Last year a book came out by Cliquot Inc President and CEO, Mireille Guiliano, espousing the virtues of enjoying food, as a diet. Her bestseller, “French Women Don’t Get Fat: The Secret of Eating for Pleasure,” rocked American readers who always wondered how cheese, chocolates, mousse, bread, and wine yielded a thinner French physique (the obesity rate in France is 11% as compared to our 30%, which is 30 pounds over a healthy weight.)

Anecdotally, this makes sense; slow down and engage each bite with consciousness. The only problem with that is the food has to be good, but really good. Produce hauled for days in refrigerated boats and trucks, dairy heavily processed for longevity, and meats packed in ice for shipping as is the case with most chain grocery goods don’t stimulate the palette to entice anything but wolfing food down.

This is where sustainable eating comes in. Local produce plucked within days of consumption really tastes better.

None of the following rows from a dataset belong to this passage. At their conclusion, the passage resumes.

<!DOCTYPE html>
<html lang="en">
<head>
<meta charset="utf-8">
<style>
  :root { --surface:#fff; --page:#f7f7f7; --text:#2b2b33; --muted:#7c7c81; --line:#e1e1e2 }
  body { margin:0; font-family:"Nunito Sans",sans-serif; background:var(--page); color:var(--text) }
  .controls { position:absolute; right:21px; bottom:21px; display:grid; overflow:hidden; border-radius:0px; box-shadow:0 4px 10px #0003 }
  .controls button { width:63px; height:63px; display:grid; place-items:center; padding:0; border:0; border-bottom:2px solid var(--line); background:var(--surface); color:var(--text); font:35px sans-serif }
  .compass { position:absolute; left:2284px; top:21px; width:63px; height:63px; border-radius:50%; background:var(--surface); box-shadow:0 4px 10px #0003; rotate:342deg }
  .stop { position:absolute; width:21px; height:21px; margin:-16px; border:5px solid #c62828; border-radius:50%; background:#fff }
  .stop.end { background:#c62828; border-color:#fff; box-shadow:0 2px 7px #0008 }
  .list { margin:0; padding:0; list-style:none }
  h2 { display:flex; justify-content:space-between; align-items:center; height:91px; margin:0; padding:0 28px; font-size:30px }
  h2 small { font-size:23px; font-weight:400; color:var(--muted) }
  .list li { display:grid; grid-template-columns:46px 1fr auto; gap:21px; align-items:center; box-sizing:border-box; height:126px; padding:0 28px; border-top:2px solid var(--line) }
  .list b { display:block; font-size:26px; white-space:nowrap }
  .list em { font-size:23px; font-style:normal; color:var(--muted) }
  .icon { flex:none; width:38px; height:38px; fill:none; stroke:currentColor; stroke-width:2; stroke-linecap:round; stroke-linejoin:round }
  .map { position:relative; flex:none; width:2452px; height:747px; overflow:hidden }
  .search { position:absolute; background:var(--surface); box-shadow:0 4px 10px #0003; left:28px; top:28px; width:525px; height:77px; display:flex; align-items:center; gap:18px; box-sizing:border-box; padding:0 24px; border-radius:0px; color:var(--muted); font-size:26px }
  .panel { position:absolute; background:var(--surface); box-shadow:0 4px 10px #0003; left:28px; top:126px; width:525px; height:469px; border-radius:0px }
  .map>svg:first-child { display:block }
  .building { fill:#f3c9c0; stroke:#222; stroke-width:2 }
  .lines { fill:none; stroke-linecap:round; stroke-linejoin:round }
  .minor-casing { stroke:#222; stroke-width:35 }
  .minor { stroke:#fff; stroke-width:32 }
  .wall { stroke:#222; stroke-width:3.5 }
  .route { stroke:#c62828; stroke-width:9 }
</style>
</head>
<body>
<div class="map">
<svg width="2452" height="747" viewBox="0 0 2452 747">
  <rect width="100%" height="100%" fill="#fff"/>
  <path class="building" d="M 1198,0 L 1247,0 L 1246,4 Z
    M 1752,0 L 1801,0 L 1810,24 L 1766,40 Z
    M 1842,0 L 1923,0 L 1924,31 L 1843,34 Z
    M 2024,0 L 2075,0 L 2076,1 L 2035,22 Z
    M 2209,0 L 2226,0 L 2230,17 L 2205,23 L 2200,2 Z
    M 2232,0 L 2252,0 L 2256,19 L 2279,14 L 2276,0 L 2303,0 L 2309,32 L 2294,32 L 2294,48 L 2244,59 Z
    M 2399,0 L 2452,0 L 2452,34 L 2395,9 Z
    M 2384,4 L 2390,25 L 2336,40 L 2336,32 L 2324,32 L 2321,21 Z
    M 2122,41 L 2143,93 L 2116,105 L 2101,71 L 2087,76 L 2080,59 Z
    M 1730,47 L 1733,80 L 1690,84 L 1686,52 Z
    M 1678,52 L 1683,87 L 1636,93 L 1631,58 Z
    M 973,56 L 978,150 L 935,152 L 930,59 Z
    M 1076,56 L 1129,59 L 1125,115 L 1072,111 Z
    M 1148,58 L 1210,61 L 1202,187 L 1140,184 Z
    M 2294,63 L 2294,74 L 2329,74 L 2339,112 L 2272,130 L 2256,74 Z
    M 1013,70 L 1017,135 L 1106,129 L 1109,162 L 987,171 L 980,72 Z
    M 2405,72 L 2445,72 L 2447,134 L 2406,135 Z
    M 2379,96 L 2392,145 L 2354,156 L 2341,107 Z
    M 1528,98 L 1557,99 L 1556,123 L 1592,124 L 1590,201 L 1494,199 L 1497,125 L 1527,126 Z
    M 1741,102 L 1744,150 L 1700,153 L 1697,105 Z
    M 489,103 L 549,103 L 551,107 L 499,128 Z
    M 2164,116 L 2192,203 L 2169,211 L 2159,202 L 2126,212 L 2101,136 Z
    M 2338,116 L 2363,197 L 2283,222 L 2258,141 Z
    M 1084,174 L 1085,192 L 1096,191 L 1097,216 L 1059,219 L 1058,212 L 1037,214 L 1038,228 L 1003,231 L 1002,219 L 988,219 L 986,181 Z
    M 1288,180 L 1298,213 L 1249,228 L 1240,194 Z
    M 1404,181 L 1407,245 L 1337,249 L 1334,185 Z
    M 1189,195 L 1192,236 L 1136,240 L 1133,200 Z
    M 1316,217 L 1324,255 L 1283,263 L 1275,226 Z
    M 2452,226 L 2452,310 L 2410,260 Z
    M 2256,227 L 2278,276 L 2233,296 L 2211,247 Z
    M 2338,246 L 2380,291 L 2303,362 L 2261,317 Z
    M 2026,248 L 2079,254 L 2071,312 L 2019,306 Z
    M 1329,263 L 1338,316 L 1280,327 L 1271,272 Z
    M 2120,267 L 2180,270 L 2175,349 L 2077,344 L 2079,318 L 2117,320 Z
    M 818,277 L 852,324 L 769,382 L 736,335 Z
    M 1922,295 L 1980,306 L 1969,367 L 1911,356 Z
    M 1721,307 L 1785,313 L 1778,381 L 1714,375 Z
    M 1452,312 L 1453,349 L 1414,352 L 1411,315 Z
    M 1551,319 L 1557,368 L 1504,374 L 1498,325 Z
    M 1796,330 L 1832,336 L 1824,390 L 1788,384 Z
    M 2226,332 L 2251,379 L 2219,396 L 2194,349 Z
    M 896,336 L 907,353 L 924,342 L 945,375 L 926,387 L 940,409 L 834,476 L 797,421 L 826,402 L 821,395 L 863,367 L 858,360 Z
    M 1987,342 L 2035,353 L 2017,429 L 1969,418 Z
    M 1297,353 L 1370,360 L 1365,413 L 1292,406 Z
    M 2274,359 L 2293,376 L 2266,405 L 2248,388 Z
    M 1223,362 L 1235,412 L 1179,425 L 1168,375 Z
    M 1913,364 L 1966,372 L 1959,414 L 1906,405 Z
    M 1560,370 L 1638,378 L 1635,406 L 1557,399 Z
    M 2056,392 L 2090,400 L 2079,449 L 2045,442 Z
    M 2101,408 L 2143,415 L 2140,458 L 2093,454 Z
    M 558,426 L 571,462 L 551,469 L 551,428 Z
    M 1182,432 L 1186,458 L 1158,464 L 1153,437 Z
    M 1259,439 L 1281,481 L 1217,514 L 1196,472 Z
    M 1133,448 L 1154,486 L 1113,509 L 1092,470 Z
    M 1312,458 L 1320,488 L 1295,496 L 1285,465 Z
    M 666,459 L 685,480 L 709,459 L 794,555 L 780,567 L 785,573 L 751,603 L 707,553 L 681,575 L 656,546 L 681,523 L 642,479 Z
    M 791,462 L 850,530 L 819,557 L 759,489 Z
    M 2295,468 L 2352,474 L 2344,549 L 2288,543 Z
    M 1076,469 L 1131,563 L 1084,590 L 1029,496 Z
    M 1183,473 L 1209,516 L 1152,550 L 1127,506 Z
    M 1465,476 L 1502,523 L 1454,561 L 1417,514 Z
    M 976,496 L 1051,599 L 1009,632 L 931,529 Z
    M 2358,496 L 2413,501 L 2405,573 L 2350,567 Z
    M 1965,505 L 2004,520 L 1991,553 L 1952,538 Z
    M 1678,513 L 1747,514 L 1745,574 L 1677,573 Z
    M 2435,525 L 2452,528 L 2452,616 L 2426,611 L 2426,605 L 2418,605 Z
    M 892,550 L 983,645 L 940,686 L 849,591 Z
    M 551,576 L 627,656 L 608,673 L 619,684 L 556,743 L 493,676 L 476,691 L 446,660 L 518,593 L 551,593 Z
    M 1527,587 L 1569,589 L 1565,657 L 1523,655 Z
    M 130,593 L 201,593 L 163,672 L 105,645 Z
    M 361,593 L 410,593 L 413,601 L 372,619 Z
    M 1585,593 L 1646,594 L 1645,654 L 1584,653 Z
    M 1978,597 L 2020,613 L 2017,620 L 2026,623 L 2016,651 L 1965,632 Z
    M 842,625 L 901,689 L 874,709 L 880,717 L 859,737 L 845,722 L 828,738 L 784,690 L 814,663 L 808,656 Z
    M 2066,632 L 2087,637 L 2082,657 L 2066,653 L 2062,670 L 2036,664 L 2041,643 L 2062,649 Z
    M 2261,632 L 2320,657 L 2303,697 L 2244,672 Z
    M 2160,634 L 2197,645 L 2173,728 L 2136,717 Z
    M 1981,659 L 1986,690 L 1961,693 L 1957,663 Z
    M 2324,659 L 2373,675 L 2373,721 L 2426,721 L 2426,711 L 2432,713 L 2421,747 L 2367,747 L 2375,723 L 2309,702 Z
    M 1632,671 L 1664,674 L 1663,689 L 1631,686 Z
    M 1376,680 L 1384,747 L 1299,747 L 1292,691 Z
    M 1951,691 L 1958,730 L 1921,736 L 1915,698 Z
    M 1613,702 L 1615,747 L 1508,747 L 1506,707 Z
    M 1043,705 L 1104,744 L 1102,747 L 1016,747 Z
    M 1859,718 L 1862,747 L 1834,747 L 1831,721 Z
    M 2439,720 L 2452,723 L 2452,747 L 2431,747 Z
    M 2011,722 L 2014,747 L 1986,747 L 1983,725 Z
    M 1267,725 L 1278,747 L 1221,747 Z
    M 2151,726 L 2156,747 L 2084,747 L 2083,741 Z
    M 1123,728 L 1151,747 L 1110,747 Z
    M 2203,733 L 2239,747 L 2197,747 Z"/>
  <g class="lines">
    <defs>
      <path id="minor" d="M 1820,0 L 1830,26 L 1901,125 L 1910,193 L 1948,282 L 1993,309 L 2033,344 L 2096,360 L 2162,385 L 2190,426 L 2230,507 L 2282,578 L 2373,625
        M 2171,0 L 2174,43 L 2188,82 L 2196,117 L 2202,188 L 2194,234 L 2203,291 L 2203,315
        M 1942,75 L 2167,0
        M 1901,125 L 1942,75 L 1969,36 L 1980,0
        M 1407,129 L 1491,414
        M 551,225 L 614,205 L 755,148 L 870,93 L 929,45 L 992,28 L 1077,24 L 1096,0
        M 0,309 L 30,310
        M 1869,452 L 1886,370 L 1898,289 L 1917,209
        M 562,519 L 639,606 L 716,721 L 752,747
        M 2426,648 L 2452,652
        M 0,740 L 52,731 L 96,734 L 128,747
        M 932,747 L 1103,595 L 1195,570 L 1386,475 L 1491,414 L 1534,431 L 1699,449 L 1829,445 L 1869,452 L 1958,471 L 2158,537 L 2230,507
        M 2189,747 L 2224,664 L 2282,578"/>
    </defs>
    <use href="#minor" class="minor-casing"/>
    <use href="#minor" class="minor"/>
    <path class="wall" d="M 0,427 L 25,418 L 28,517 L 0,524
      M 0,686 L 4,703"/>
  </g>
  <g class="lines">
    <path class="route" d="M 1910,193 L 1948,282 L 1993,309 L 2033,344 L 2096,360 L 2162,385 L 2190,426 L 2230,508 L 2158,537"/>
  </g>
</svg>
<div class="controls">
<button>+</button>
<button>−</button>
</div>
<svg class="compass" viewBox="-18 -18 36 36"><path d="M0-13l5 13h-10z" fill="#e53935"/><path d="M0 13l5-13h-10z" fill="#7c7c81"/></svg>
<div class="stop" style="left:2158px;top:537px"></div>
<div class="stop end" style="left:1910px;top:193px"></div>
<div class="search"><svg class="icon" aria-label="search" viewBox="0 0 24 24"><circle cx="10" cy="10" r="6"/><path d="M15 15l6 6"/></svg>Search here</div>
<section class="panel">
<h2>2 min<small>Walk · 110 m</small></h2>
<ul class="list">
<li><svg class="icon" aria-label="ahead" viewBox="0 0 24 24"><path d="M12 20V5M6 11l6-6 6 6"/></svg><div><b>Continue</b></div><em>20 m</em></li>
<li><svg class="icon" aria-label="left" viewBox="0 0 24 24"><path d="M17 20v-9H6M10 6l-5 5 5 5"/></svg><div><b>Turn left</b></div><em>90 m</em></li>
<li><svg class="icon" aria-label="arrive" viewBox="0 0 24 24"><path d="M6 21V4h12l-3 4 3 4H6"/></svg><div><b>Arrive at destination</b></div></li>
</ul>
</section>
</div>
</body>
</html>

Seasonal dishes dictated by the weather outside and in-tune with what your body craves, yields foodgasmic results. Eating fish caught within 24 hours tastes how a great sentence reads, and demands a full stop. Not just a comma or pause in which to shovel more food into your mouth.

In 1988 Susan Sommers wrote, “French Chic: How to Dress Like a Frenchwoman,” which addresses the question, why do French women have such polished, elegant style? Sommers answers, unlike American women who purchase cheap trendy pieces frequently, French women use common clothing items in uncommon way, combine high-end designer with thrift-shop, and tend to buy durable clothes that work for many seasons, if not decades.

“Cute dress, Kathryn!” I recently told my roommate. “Yeah, it was only $14.95 but I can’t wash it because it will fall apart.”

If purchasing a cheap dress means one time use, the conscious consumer must ask the question, shouldn’t I save up and spend a bit more for a quality garment, that is healthier for me and the earth, and that I can wear and wash for years to come?